What I appreciate most about this project is its practical implications for the current time in that it provides resources for researchers and teachers to assist them in relating the history of Jim Crow and segregation in schools.  The project is also very collaborative and and invites the participation of its users to tell their story and in this sense seems to be well-maintained.  I really like the idea of having input from users in my project since that might help to lend more nuance to the argument I will be attempting to make.  The project is also partly funded by the U.S. Institute of Museum and Library Services, the Mississippi Library Commission, and the Mississippi Humanities Council.


john rodriguez

Thomas Gray (http://www.thomasgray.org/)

This project was meant to show the public that Thomas Gray has a plethora of works outside the “Elergy written in a country churchyard” poem. Alexander Huber utilized TEI/XML the most in this digital project of his. A team of librarians, IT staff, and peers helped him review and obtain information for this massive project.

I enjoyed exploring this database of works by Thomas Gray because I am not familiar with his works. The most intriguing part was seeing how the TEI/XML tool was used to make the text open to analysis and questions. Along with the ability to edit, Huber also used the tool to guide reader comprehension through the piece. This could be a great tool for my project because some metaphors and rhyme schemes are difficult to unpack after the first read, which enables me to assist readers in comprehending overarching themes.

What helped the most was seeing how Huber was able to organize so many pieces of works, ranging from poems to prose and remakes. For example, after clicking the “poems” section, you will be lead to a large list with a filter to your right. The filter gives you the options to look for different styles that Gray has used in his pieces, while also giving the option to compare those poems to remakes. Seeing this tactic of organizing pieces has given me a clearer vision for my project.

Zoom Imagine (http://www.zoomimagine.com/AboutProject.html)

This project elaborates on several camera techniques and their respective effects on viewers. The project was constructed using Java along with the assistance of faculty and graduate students.
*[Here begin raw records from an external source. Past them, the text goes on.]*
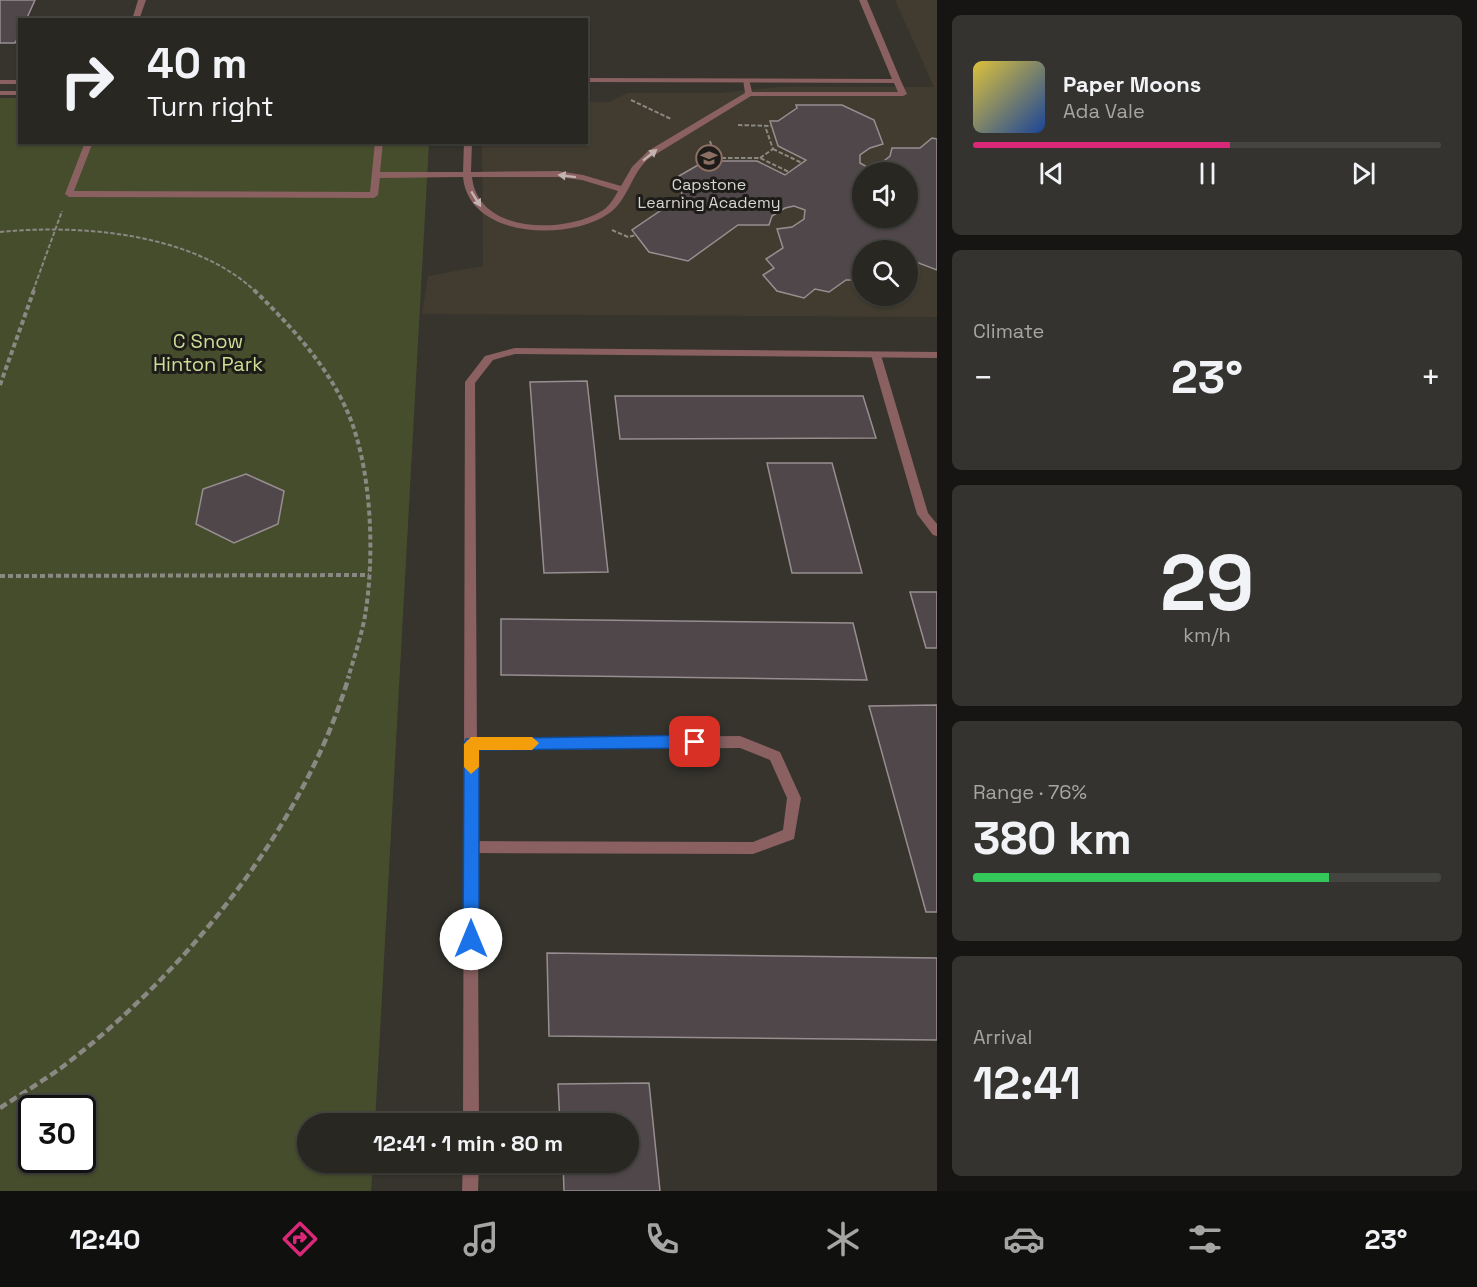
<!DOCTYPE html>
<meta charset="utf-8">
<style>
body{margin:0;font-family:"Space Grotesk",sans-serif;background:#34332f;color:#f1f3f6;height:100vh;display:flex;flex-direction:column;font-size:22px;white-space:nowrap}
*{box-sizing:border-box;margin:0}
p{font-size:20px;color:#a5a5a5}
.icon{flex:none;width:33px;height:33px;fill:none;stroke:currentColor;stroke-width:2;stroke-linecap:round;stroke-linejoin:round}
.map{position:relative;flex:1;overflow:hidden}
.details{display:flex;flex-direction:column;gap:15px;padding:15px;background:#161513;width:540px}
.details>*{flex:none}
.guide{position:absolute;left:18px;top:18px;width:570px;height:126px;border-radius:0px;box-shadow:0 2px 4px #0004,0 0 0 2px #444440;background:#282722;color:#f1f3f6;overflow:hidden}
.fabs{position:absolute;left:852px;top:162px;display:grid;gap:12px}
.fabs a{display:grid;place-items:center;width:66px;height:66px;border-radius:50%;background:#282722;box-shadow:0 2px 4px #0004,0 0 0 2px #444440;font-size:30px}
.speed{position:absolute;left:18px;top:1095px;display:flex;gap:12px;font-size:30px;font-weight:700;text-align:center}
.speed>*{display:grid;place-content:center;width:78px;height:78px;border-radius:50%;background:#282722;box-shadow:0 2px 4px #0004,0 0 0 2px #444440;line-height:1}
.speed .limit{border:3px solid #111;border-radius:9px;background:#fff;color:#111}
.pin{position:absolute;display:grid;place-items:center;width:51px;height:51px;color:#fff;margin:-26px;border-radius:12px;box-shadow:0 3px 9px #0006}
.me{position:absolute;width:66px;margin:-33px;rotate:0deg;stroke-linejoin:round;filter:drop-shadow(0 0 4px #0008)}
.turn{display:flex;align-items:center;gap:21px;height:126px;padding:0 30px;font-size:27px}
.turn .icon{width:78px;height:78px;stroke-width:2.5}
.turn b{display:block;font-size:42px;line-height:51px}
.big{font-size:45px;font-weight:700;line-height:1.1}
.details .card{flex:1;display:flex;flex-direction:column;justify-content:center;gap:9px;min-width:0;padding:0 21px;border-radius:9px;background:#34332f}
.details .dial{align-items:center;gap:0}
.dial b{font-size:78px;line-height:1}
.song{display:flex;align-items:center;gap:18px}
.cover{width:72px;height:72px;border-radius:9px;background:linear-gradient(135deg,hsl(50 70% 55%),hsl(220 70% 35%))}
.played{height:6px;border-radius:3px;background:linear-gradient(90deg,#db2777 55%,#444440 55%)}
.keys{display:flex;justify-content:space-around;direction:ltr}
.heat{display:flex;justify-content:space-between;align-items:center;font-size:33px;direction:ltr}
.charge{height:9px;border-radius:4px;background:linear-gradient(90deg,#34c759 76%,#444440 0)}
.trip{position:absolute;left:297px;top:1113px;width:342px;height:60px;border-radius:30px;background:#282722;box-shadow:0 2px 4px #0004,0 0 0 2px #444440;font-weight:700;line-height:60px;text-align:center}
.tabs{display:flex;height:96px;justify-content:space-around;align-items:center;background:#10100e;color:#a5a5a5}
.tabs .icon{width:42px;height:42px}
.tabs .on{color:#db2777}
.tabs b{font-size:27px;color:#f1f3f6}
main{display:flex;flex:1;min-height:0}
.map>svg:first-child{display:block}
.built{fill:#413c2f;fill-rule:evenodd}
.green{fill:#464d2d;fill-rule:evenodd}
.building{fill:#50474a;stroke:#988e91;stroke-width:1.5;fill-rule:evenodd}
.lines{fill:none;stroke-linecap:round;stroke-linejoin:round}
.path-far2{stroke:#8a8882;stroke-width:2;stroke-dasharray:4.5 2;stroke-linecap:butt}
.path-far1{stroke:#8a8882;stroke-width:4;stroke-dasharray:5 3;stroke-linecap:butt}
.path{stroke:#8a8882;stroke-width:4.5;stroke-dasharray:8 4;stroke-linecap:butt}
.service{fill:#8a6061;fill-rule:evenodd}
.minor{fill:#8a6061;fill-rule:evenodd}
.oneway{fill:#c1b3b0}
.route{fill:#1a73e8;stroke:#114b97;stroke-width:1.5}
.slow{fill:#f59e0b}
.labels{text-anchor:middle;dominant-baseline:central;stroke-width:6;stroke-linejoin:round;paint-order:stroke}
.far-poi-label{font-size:16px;fill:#d8d6d2;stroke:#1d1c18}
.park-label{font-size:20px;fill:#ccdc97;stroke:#1d1c18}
</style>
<main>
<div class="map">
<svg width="937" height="1191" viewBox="0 0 937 1191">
<rect width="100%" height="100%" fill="#36342d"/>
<!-- built -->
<path class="built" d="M895,0h42v317l-515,-3 6,-38 55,-10 -1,-123 104,-1 1,-40h22l18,-9h93l60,-6h154zM862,172h46v46h-46zM862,250h46v46h-46z"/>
<!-- green -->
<path class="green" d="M0,98h19l1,44 409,1 -54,980 -67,1v38l65,1 -2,28h-371zM32,1108h50v52h-50z"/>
<!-- building -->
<path class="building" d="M0,0h35l-9,20h-6v13l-5,10h-15z
M796,105h46l32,15 9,24 -13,4 -10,7v8l7,4 13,-3 10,-8 2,-8h28l12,-10 5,1v131l-29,-11v-9h-46v30h-16l-17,12 -14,-3 -11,9 -27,-7 -14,-16 11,-7 -8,-9 17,-11 -6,-19 15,-2 12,-8 1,-9 -11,-4 -9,2 -13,8 -3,9h-31l-50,36 -39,-9 -17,-22 50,-34 -3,-20 26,-15h52l28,14 21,-15 -28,-14 -8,-25h8l19,-13zM862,172h46v46h-46z
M587,381l21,191 -64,1 -14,-191z
M615,396h248l13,42 -256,1z
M767,463h65l30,110h-70z
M246,474l38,17 -6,33 -44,19 -38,-19 7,-35z
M910,592h27v56h-11z
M501,619l352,4 14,57 -366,-5z
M937,705v207h-11l-57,-206z
M547,953l390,5v82l-388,-4z
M649,1083l11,108h-96l-1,-29h65v-38h-68l-2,-40z"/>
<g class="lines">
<!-- path-far2 -->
<path class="path-far2" d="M631,100l40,19
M738,125l34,1
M710,141l6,20
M773,149l29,14
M715,158h45l29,14
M760,158l13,-9 -8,-23
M612,230l16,7 8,-2
M0,232c81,-8 193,1 255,59
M33,291l29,-80"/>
<!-- path-far1 -->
<path class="path-far1" d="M254,290c36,35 74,76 94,123 24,56 27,143 17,203 -4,21 -11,42 -17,62
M0,385l34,-95
M0,576l369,-1"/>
<!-- path -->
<path class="path" d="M0,1108c20,-13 41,-26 61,-40 124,-94 243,-241 288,-392"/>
<!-- service -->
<path class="service" d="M743,79h6l3,13h146l-5,-11 4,-2 4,2 6,13 -4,2h-152l-103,63c-17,15 -20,42 -40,55 -39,27 -139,25 -145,-37l-83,1 -2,17 -4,3 -305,-1 -4,-3 20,-52h8l-19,49 296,1 5,-50h8l-3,30h83l1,-30h8l-1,30 87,-1 25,4 38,11 11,-19 16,-16 97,-58zM472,177h86l24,3 36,11c-4,8 -10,17 -18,21 -39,22 -122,21 -128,-35z
M876,352l5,3 47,158 9,11v12l-4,-1 -16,-21 -46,-159z
M740,736l40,16 21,46 -7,41 -41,15 -282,-1 -5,-1 -2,-5 2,-5 5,-1 282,1 30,-12 4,-32 -17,-38 -30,-12 -268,2 -5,-2 -2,-4 2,-4 5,-2z"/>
<!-- minor -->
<path class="minor" d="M138,0h8l-7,20h-7z
M859,0h8l34,81 -1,2 -314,-1v-4l306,1z
M0,80h20v4h-20z
M0,91h20v4h-20z
M515,348l422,4v6l-422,-4 -22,6 -18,23 4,741h-16l2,-742 20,-26z
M463,1162h16l-1,29h-16z"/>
</g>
<!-- one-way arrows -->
<defs><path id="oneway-solid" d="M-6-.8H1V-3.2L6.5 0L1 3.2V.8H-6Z" transform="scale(1.5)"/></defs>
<g class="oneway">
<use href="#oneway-solid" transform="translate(650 155) rotate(-39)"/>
<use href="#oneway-solid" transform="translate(567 176) rotate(-173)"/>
<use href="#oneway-solid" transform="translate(476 199) rotate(58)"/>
</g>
<!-- route -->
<path class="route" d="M695,735l8,7 -8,6 -216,2v189l-2,6 -6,2 -6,-2 -2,-6 1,-195 2,-5z"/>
<!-- slow -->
<path class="slow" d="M471,737h61l7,6 -7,7h-53v17l-8,7 -7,-7v-23z"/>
<!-- icons -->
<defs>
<g id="school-ring" transform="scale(1.35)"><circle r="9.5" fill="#1d1c18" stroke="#8d6e63" stroke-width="1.5"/><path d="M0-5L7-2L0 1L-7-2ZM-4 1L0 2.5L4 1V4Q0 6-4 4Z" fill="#8d6e63"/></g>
</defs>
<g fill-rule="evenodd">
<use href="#school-ring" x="709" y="158"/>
</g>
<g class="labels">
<!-- far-poi labels -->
<g class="far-poi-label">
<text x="709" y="184">Capstone<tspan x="709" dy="18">Learning Academy</tspan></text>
</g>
<!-- park labels -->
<g class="park-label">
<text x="208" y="341">C Snow<tspan x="208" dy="23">Hinton Park</tspan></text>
</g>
</g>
</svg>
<div class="fabs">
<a><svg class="icon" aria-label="sound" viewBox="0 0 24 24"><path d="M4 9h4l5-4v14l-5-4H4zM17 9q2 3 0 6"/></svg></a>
<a><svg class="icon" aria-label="search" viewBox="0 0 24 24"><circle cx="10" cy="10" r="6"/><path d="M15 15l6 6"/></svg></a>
</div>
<div class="speed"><div class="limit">30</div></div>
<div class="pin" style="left:695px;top:742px;background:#d93025"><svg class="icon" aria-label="arrive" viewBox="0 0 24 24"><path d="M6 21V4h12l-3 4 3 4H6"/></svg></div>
<svg class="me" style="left:471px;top:939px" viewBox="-20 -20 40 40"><circle r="19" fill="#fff"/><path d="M0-13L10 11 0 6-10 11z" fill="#1a73e8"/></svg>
<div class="trip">12:41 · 1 min · 80 m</div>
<div class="guide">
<div class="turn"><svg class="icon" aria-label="right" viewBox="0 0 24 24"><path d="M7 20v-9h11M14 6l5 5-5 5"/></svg><div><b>40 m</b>Turn right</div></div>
</div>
</div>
<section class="details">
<div class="card">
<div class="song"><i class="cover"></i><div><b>Paper Moons</b><p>Ada Vale</p></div></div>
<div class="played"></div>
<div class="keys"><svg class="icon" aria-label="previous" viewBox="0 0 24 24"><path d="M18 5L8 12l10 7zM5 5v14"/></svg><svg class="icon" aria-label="pause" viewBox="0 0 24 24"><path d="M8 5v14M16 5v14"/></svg><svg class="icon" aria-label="next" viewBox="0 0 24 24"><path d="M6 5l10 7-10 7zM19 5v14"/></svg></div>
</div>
<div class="card"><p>Climate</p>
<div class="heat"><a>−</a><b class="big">23°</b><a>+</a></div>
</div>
<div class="card dial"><b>29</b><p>km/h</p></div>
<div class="card"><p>Range · 76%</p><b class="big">380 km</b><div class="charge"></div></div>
<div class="card"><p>Arrival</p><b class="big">12:41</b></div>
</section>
</main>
<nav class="tabs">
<b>12:40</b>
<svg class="icon on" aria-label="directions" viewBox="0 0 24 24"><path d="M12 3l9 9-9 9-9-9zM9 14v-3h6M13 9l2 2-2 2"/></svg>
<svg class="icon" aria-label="music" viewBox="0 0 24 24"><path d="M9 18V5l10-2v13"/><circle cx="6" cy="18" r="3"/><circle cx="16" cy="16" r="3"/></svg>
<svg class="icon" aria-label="phone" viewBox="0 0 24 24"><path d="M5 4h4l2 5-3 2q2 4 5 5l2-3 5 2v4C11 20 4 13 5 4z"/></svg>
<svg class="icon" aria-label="climate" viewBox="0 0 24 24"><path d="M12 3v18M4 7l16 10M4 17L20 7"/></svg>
<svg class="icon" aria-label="car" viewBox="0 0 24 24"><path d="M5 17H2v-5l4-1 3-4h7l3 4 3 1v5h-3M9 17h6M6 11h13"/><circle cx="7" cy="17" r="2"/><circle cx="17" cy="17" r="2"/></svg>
<svg class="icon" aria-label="filters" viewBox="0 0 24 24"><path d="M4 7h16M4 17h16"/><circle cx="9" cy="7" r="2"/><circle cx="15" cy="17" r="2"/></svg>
<b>23°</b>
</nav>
I like the creator’s aesthetic choice to add three dimensional diagrams to visually explain her packed jargon. However, I feel having all of the information on one page is very overwhelming for a reader, which dilutes her message. For example, during my first overview, my eyes were attracted immediately to the variety of diagrams, not the text. Thus, I argue that splitting her sections between different pages would give the reader an opportunity to understand the presented material before moving on to the next section, and/or diagram.

The information and analysis provided is very interesting, but the confines of the webpage prevents the project from having any depth.


Digitizing “Chinese Englishmen” (http://chineseenglishmen.adelinekoh.org/)

The goal of this project was to provide and comment of the works of the Straits Chinese Magazine. The term “straits” was used to refer to Chinese people that were alright with being colonized by the British. The British empire saw the Straits as the bridge between the colonizers and the natives. A large group of librarians and university students, ranging from undergraduate to graduate, helped construct this project.

The website is very well organized and included digital copies of the magazine themselves, not translated text. However, the projects description implied that analysis would be provided with the information, not in the comment section. I was expecting to find analysis from the researchers in each respected section; rather, the site is built for readers to discuss in the forum below each article. While I do appreciate the decision to have readers interact with each other, I felt an analysis would have been appropriate to add with this archive.